_Action item_
From the records below, copy out exactly the lines from the one containing "const poly = rows" to the one containing "function write(font, color, halo, rows, align", both included. Add nothing else.

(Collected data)
★ ★ ★

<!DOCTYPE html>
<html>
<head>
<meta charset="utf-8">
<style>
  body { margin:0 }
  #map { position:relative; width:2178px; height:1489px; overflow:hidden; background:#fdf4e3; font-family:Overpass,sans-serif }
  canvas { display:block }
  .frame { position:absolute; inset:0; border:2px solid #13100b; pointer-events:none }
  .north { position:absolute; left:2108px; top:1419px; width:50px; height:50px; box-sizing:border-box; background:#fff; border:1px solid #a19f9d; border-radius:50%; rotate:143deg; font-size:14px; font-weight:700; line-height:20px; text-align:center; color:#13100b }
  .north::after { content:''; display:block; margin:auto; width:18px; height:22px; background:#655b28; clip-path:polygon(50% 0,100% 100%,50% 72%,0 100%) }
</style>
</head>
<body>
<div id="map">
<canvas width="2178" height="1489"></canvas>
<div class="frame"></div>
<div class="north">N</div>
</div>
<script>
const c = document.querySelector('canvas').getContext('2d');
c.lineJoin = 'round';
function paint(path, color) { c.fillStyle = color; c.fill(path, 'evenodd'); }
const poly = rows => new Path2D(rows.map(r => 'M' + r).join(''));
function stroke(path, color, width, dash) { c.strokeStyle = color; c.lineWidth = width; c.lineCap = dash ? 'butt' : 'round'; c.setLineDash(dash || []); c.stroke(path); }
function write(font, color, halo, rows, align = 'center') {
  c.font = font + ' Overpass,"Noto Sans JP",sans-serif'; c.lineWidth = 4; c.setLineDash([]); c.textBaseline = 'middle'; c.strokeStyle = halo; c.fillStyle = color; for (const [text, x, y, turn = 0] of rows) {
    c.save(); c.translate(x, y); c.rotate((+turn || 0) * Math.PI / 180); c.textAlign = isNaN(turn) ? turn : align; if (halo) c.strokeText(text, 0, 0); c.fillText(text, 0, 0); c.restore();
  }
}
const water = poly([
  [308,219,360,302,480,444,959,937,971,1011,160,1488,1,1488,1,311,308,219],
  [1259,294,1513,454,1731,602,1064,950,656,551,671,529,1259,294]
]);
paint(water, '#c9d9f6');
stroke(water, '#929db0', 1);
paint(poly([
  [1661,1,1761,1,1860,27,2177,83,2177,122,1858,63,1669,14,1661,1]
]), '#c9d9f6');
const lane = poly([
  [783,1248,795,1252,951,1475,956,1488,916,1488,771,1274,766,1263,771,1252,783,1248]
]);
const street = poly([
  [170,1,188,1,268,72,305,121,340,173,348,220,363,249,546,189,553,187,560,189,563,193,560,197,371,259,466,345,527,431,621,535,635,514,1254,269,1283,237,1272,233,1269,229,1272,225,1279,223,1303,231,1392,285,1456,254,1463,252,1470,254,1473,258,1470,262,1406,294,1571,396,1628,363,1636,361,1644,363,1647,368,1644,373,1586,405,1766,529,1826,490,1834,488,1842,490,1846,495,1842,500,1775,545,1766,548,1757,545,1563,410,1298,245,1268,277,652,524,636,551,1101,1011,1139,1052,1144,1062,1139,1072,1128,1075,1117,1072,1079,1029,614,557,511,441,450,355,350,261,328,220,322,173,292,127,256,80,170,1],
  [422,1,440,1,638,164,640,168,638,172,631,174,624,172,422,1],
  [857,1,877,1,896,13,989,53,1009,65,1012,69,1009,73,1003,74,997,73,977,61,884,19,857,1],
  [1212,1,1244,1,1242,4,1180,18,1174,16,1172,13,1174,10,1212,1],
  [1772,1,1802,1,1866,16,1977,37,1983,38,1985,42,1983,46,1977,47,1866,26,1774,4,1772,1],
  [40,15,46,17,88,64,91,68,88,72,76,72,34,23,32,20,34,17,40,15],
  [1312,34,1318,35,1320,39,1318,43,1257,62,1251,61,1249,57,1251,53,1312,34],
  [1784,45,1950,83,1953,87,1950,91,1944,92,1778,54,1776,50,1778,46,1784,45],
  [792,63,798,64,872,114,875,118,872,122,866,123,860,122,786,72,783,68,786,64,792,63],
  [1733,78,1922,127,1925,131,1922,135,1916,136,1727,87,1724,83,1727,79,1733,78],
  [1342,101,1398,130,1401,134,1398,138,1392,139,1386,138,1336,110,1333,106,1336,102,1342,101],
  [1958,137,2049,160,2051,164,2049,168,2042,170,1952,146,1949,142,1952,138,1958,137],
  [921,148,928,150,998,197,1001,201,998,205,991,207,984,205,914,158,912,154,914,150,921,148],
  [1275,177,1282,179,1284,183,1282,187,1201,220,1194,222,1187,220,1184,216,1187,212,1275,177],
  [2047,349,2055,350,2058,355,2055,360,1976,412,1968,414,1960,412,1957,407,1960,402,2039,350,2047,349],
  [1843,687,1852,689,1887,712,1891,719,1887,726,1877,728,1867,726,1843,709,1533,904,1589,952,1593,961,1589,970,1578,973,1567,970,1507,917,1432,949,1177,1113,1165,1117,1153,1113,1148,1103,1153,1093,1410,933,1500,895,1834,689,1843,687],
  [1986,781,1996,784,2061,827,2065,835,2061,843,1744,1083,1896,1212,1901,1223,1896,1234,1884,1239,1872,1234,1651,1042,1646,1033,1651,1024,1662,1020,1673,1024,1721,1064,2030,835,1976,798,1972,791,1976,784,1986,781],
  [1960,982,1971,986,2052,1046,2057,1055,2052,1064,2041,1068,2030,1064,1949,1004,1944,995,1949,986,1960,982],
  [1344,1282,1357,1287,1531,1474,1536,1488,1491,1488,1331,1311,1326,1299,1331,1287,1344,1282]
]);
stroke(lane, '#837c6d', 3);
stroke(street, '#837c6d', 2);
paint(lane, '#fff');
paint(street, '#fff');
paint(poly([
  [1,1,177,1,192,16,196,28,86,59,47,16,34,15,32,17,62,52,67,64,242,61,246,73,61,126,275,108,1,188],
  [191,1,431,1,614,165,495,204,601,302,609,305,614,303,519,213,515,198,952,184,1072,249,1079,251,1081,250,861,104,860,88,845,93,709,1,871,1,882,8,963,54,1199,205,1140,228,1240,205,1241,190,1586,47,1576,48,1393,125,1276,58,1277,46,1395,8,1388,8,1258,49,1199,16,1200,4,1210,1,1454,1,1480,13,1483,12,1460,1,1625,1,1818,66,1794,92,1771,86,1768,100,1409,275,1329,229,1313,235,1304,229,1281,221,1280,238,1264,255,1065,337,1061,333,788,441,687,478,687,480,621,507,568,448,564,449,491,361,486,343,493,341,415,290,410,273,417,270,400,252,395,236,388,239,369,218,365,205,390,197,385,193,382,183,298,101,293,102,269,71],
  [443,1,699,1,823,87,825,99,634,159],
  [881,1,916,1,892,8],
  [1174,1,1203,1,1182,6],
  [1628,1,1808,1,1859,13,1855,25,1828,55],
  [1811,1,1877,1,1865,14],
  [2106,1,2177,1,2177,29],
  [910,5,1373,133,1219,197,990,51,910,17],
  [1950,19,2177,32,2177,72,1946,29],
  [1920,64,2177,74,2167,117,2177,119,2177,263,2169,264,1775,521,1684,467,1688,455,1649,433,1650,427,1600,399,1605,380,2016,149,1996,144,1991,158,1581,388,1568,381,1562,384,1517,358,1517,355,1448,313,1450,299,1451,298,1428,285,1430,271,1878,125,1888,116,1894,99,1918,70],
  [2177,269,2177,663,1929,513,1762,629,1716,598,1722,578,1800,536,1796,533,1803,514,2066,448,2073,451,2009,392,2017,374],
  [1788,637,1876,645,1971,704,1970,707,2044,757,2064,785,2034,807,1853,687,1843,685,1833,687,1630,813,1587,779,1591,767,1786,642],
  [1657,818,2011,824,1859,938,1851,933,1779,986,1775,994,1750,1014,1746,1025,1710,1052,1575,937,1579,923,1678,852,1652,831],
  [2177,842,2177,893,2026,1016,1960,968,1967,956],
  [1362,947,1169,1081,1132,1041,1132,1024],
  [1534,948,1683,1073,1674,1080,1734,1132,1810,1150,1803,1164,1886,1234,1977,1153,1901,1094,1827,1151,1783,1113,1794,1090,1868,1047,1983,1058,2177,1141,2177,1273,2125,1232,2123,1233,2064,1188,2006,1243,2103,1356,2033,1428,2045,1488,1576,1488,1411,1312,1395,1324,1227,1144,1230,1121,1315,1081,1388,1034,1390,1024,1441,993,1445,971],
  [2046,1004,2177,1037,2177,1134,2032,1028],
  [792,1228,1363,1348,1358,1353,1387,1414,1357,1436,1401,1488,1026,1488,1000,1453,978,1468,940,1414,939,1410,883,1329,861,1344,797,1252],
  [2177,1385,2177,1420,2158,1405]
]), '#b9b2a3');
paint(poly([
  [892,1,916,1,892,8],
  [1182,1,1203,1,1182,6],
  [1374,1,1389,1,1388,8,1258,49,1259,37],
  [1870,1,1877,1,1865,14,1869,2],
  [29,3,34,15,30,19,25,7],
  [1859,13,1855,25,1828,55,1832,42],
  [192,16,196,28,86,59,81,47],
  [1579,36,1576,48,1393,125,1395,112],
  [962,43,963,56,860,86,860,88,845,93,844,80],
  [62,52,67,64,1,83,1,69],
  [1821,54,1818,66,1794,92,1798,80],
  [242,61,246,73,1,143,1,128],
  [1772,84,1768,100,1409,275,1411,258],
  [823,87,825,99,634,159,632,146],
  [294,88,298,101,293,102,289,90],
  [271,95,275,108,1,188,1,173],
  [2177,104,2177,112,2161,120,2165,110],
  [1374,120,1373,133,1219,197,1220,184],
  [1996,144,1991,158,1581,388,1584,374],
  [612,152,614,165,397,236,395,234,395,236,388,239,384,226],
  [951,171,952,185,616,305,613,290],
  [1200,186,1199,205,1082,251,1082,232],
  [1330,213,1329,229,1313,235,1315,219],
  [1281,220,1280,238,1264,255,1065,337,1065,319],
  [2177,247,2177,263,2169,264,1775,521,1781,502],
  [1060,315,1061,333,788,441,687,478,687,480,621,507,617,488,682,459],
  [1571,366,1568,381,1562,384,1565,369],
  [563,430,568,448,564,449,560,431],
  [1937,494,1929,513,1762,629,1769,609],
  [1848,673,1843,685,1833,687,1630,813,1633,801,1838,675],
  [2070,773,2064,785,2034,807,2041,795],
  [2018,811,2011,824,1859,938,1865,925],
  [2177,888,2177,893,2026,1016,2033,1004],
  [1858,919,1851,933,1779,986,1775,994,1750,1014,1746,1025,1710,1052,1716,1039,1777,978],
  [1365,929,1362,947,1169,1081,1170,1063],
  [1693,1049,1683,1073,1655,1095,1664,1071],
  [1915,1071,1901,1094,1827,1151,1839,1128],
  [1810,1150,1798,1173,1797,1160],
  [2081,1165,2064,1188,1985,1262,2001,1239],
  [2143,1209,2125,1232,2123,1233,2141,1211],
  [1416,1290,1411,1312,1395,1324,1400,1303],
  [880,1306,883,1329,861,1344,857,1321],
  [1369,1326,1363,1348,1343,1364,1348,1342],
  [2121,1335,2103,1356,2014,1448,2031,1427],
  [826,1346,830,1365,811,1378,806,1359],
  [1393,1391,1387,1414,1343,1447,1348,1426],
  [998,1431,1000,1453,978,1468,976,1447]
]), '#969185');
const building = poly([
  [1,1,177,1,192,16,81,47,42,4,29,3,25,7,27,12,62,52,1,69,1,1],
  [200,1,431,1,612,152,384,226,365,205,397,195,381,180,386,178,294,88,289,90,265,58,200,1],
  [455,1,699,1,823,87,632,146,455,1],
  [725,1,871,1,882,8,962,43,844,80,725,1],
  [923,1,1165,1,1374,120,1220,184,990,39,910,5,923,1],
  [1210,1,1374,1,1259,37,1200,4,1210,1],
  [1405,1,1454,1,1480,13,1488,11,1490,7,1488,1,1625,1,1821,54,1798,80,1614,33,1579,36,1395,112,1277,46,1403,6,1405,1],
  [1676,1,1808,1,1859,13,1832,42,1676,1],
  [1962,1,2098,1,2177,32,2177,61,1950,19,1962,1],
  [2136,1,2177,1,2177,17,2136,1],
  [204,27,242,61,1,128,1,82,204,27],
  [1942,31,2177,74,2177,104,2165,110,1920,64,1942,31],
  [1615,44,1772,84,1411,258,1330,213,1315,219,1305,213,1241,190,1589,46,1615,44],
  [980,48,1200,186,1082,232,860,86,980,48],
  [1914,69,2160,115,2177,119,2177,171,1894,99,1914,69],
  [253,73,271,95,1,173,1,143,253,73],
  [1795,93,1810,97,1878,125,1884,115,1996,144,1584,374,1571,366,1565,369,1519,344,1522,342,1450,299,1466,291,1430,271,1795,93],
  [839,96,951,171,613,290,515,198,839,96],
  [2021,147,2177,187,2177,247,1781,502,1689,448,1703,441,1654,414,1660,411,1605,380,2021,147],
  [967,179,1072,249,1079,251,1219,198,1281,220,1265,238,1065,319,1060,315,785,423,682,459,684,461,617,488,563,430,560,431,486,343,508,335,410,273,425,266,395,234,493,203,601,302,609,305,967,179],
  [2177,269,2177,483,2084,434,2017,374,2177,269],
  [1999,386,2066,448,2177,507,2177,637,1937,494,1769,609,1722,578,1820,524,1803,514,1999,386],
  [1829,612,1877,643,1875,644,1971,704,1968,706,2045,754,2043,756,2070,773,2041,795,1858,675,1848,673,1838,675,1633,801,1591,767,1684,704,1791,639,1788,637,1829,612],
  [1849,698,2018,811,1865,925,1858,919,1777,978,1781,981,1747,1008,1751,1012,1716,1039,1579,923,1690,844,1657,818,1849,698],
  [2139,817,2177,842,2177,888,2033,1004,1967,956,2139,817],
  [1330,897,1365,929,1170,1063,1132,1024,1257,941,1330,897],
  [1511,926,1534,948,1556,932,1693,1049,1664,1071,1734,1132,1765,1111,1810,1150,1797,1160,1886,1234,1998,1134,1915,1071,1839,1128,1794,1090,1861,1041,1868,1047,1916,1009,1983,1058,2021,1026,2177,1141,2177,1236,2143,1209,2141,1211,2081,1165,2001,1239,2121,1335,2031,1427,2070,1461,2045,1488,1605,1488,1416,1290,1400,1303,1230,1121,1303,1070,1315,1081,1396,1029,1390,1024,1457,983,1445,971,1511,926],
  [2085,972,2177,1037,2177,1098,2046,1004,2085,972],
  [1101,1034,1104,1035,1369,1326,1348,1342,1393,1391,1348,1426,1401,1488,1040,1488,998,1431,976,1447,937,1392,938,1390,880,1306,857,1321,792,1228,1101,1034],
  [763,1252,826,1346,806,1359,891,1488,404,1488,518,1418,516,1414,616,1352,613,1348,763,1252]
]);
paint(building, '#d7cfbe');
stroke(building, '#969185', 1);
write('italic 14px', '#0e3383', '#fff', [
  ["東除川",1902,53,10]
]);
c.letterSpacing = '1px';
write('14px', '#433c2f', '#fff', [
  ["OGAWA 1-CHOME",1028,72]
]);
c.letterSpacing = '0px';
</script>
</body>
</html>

★ ★ ★

_Written answer_
const poly = rows => new Path2D(rows.map(r => 'M' + r).join(''));
function stroke(path, color, width, dash) { c.strokeStyle = color; c.lineWidth = width; c.lineCap = dash ? 'butt' : 'round'; c.setLineDash(dash || []); c.stroke(path); }
function write(font, color, halo, rows, align = 'center') {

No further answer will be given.